It would be nice to have pretty URLs in phpMyAdmin.
for example, something like /table/db-name/table-name/structure
for tbl_structure and so on.
Currently, It is not easy to hand-write a URL and go to specific page. We have to go through the UI all the way from index and it is painful sometimes on slow connections. Most of the time, it is not even possible to easily know the URL of current page.
Or at least, I would suggest to get rid of the microhistory part of the URL with html5 history API whenever possible.
About pretty URLs, I think that would necessitate web server level manipulation, so quite outside our scope..
Further, I agree in principle about replacing hash microhistory with HTML5 history API, but there can be concerns about backward browser compatibility..

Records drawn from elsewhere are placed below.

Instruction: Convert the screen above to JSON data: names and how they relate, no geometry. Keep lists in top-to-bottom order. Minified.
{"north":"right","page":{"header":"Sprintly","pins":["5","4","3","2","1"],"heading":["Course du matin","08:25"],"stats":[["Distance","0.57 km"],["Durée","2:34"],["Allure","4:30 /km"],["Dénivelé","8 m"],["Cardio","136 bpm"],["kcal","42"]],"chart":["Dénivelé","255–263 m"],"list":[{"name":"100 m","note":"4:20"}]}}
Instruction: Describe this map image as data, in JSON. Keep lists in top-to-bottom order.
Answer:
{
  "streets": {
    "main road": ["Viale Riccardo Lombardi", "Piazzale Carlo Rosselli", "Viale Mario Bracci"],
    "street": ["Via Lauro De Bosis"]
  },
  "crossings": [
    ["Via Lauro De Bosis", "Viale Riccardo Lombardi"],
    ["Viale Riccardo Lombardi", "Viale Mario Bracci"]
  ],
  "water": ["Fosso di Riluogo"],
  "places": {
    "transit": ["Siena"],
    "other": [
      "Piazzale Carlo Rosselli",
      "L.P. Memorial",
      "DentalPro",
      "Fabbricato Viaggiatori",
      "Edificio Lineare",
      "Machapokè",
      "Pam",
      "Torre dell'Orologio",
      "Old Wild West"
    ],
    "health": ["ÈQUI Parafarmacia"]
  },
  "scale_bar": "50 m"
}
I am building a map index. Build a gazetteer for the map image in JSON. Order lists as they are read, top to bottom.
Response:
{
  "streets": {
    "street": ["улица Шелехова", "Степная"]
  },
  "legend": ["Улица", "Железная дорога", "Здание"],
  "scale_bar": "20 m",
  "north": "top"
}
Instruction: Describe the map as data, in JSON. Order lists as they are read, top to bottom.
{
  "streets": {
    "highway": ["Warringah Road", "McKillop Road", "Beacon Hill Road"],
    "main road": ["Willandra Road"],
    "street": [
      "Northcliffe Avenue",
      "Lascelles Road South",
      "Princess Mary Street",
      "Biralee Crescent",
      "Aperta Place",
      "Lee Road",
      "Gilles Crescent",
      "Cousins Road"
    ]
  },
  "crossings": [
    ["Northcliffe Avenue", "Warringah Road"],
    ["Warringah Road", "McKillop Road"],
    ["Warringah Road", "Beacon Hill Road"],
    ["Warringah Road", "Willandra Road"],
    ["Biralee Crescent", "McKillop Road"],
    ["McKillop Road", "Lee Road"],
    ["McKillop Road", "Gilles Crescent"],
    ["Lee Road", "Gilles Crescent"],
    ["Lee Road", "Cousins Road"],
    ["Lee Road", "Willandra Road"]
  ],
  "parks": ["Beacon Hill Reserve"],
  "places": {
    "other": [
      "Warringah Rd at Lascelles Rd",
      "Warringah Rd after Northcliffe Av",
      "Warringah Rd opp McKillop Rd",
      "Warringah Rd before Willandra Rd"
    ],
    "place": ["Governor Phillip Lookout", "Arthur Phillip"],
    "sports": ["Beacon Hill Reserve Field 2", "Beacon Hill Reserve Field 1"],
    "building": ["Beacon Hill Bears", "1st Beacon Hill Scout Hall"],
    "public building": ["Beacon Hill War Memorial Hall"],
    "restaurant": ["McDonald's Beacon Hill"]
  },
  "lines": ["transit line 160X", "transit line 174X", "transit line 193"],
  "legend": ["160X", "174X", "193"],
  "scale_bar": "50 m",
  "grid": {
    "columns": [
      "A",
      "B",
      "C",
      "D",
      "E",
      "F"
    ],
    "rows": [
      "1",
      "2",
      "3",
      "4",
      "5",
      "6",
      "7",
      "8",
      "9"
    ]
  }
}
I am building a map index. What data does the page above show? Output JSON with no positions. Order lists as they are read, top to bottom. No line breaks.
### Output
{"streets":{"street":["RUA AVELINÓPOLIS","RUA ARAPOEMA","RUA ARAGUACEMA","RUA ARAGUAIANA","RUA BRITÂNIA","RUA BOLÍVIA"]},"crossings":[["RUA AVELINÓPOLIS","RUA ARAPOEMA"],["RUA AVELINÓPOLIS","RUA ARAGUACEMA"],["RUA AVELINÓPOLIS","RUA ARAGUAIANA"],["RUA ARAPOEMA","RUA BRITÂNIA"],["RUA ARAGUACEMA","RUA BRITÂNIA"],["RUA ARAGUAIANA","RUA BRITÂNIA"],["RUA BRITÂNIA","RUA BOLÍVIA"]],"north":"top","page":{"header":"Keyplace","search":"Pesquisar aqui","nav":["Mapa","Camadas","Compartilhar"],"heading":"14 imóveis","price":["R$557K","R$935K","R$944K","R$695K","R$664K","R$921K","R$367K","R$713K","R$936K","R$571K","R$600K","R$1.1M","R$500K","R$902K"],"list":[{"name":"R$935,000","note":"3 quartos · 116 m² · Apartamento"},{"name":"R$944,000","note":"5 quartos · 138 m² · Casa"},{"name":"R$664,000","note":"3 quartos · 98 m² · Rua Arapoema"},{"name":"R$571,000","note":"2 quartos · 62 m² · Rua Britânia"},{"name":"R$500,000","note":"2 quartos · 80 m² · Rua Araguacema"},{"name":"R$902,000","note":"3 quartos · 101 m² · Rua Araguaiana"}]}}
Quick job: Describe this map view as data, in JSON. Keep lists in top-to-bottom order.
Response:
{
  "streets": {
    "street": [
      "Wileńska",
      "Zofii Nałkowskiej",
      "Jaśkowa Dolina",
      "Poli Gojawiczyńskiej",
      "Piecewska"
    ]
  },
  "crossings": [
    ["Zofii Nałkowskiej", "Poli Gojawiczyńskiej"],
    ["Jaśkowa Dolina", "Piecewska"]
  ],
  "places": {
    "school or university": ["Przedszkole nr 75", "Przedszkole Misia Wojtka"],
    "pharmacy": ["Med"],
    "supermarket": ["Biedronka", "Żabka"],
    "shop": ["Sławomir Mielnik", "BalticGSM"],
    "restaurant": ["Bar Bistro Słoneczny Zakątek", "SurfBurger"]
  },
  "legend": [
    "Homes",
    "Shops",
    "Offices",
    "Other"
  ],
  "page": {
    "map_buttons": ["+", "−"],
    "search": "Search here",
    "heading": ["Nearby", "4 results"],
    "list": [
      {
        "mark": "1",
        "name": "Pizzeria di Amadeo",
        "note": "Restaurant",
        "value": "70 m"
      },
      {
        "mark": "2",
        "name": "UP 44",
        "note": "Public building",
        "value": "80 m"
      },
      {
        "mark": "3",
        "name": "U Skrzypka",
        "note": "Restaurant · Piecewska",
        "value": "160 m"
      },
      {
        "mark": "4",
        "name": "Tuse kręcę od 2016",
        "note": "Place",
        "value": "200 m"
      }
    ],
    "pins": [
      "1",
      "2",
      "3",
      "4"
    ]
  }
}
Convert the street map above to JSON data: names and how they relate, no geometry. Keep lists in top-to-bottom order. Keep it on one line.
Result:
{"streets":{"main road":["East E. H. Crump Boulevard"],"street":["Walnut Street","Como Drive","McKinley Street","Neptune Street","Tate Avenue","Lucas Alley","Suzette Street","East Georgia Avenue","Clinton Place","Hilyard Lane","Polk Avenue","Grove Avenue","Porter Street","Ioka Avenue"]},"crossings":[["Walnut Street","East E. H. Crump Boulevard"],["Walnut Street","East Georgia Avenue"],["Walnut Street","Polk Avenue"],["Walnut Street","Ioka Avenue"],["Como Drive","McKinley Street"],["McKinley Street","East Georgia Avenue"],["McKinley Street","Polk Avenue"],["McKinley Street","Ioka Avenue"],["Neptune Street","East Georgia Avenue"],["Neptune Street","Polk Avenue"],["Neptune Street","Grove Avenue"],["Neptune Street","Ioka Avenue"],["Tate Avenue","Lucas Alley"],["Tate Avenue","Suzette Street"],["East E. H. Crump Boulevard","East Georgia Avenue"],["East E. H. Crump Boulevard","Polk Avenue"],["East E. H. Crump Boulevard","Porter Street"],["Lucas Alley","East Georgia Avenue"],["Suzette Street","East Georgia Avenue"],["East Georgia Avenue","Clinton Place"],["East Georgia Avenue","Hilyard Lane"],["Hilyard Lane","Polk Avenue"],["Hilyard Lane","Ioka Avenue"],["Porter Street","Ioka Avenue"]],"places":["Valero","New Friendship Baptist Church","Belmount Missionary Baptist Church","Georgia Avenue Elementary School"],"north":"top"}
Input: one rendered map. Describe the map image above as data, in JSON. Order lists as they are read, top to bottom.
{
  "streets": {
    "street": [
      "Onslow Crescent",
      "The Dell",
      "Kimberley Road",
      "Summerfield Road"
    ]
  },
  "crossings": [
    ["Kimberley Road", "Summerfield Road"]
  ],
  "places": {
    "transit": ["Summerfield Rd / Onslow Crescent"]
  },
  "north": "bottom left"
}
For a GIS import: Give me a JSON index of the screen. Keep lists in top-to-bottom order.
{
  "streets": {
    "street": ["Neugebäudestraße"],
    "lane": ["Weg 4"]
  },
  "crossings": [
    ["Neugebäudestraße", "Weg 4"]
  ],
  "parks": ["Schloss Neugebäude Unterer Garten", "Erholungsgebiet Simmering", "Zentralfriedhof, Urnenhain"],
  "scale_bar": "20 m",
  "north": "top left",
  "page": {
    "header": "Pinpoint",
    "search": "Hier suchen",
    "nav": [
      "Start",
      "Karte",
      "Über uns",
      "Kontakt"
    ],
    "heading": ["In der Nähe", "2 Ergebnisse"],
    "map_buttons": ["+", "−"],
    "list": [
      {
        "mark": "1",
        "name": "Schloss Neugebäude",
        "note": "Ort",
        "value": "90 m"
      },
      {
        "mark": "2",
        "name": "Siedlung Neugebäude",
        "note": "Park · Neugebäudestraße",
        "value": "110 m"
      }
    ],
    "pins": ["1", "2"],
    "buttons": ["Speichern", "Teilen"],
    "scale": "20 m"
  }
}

Also, since https://sourceforge.net/p/phpmyadmin/bugs/4057/ has been fixed, user can use URL manipulation to reach db=>table..
All major browsers except IE 9- supports HTML5 history API. See http://caniuse.com/#feat=history, and we can easily have different mechanism for older browsers.
Also, about pretty URLs. No, we can pretty much arrive at this without a web server level manipulation. Without any web server manipulations, the URLs will look like
/index.php/table/...
And a simple rewrite rule on web server can removeindex.php/
.Well, about browser compatibility, of course you are right, I took it as a concern to be taken care of, not a limitation in principle or implementation.
About the index.php/table/ solution, it did cross me, but I personally find it an unnatural looking URL with .php/ and prefer the usual query string way.. so indeed if majority feels for this solution, we can consider discussing it..
Also, it's not about a simple or complex rewrite rule, its that we can't impose or expect web server privileges from our users.
Yes,
index.php/table/
indeed looks unnatural.By simple rewrite rule, what I wanted to say was that permissions to write rewrite rule are commonly available even in shared hosting. But still, a valid concern.
In the meeting, we decided to implement the HTML5 history API and to not directly implement the rewriting.
About cleaning up the URL, see https://sourceforge.net/p/phpmyadmin/feature-requests/1684/ about removing the token.
When adding the history API, please also update https://wiki.phpmyadmin.net/pma/Microhistory accordingly
Just to note, we would need to keep the existing microhistory mechanism as a fallback if new API functions are unavailable in a browser.